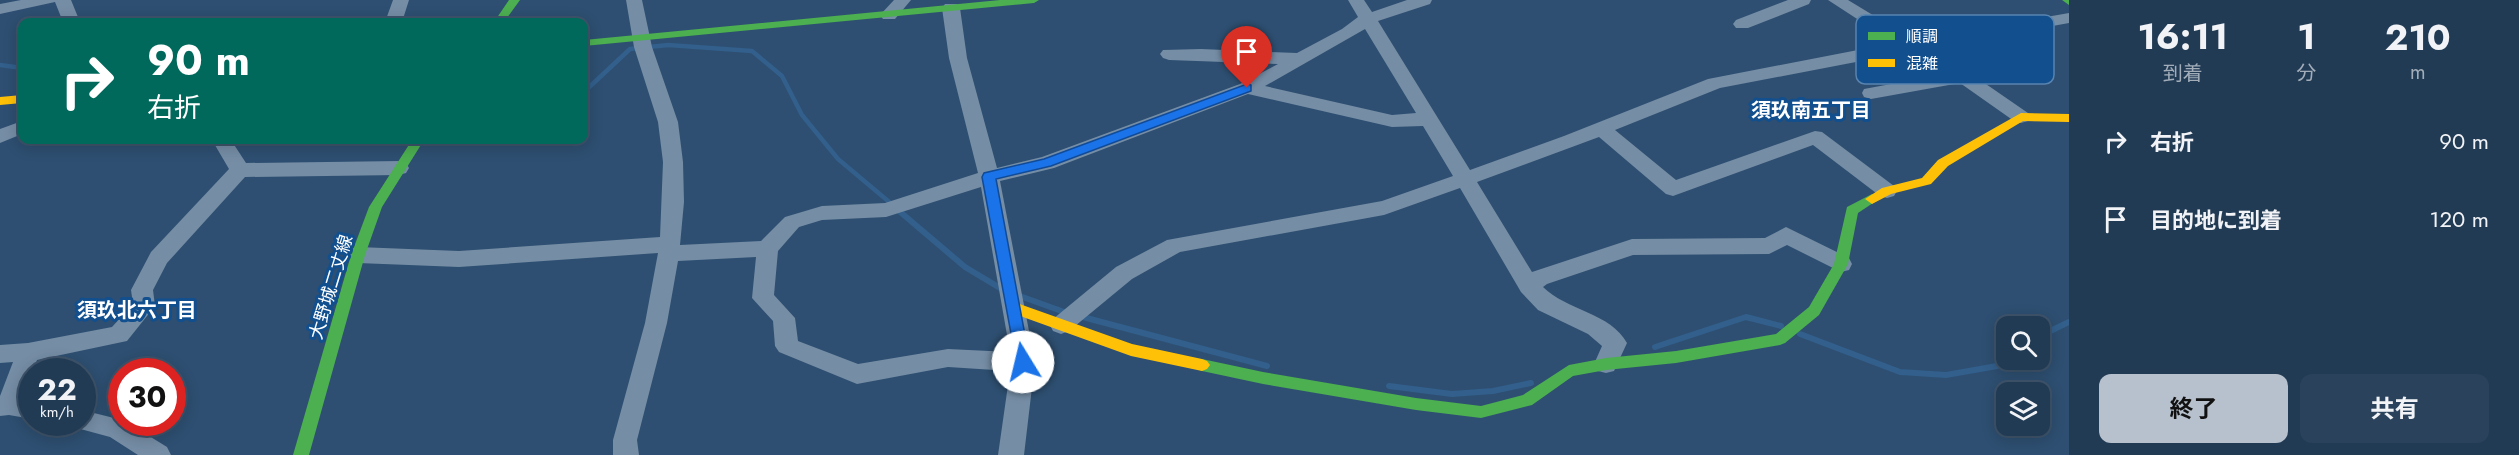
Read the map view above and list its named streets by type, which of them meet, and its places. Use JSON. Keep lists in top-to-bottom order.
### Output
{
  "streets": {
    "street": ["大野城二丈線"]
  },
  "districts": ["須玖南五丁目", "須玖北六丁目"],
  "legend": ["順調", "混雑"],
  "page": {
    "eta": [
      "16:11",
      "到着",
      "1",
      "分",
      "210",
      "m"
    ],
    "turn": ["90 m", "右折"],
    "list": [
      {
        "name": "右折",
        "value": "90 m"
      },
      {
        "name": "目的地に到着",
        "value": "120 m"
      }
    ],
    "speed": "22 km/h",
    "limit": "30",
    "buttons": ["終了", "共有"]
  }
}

...

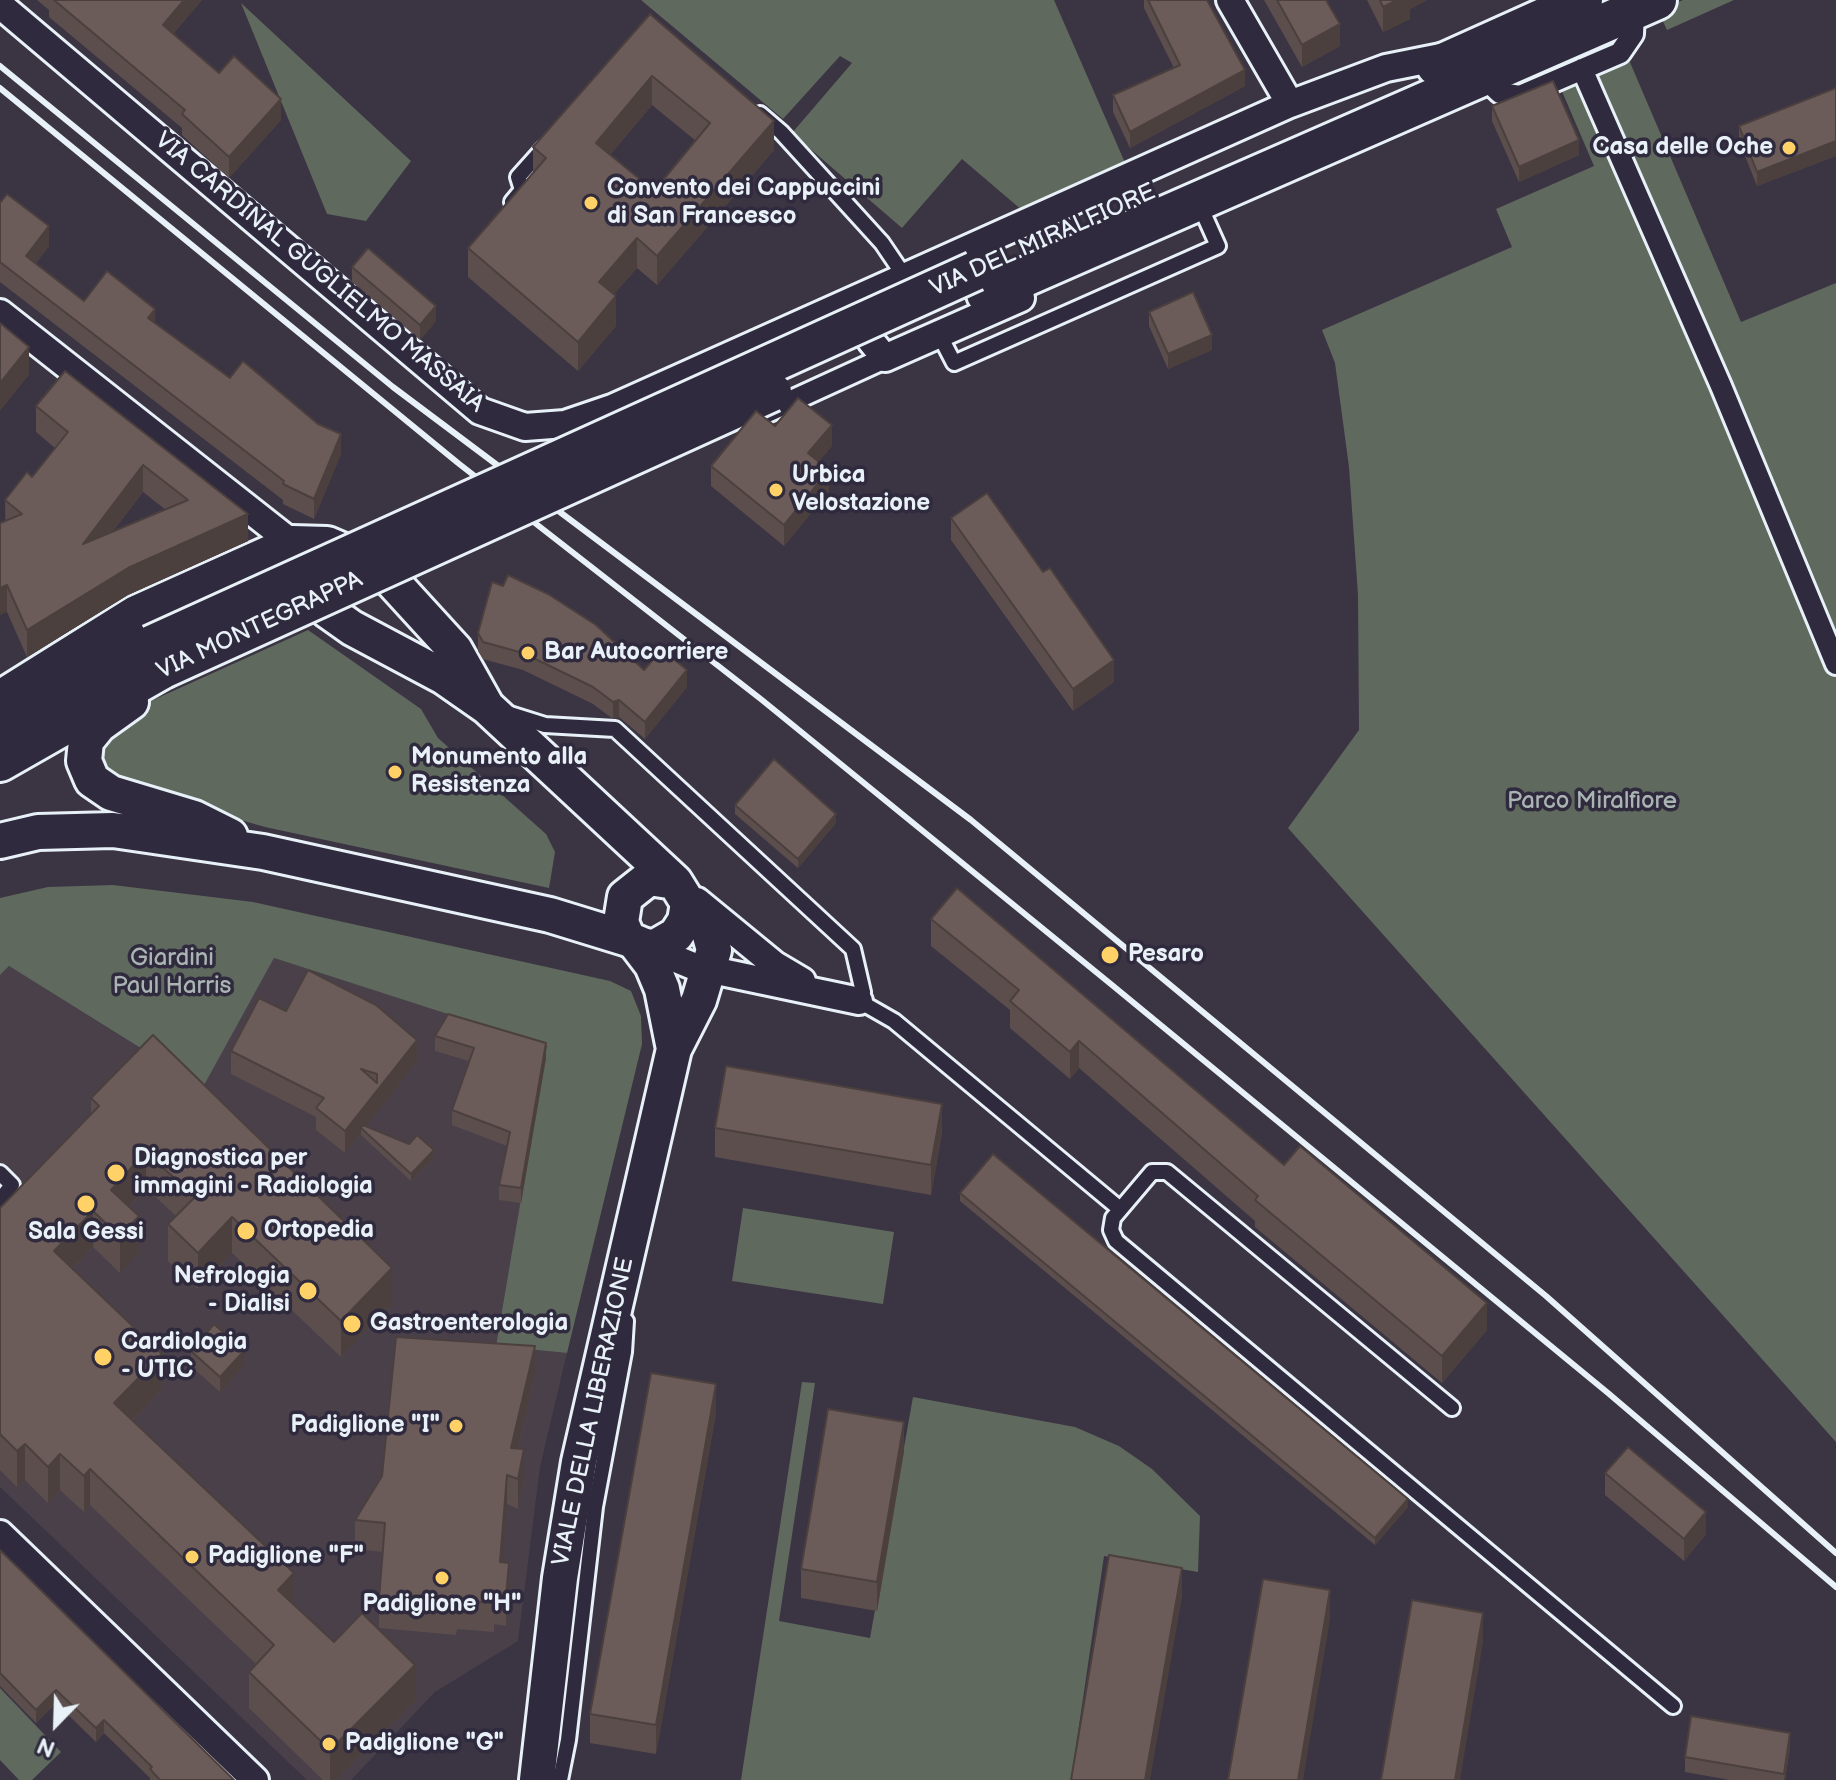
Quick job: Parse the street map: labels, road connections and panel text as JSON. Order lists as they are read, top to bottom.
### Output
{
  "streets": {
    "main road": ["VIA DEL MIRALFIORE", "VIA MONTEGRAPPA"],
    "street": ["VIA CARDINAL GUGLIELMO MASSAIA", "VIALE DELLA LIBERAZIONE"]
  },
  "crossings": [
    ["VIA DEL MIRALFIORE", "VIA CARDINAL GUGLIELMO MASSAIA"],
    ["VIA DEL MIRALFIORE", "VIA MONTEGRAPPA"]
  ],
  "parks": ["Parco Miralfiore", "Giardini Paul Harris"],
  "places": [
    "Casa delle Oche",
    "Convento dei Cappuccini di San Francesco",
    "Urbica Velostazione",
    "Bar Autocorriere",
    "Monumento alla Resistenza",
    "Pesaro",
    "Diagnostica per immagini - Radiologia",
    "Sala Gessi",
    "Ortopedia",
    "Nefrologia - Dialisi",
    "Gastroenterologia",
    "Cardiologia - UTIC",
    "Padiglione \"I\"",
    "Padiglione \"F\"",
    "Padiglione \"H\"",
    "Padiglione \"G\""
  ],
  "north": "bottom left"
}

---

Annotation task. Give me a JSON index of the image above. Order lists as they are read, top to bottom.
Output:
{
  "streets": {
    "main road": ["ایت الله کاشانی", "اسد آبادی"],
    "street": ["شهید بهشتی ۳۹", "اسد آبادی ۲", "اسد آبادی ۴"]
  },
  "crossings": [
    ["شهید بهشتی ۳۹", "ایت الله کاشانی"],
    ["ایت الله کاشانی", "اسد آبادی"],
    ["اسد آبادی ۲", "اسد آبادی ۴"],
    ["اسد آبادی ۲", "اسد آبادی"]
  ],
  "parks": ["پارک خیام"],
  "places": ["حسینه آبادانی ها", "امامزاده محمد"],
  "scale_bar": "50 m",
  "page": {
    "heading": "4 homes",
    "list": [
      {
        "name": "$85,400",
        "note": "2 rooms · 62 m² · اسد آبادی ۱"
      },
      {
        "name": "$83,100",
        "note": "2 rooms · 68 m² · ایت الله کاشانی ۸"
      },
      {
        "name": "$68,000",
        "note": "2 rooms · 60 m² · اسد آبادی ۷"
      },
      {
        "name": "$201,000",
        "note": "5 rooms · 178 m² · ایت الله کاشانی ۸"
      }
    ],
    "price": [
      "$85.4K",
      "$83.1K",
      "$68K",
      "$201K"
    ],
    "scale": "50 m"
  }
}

## Exercise goal
Each line in the data that holds the string "above" must be returned.

## Worked solution
Read the map view above and list its named streets by type, which of them meet, and its places. Use JSON. Keep lists in top-to-bottom order.
Annotation task. Give me a JSON index of the image above. Order lists as they are read, top to bottom.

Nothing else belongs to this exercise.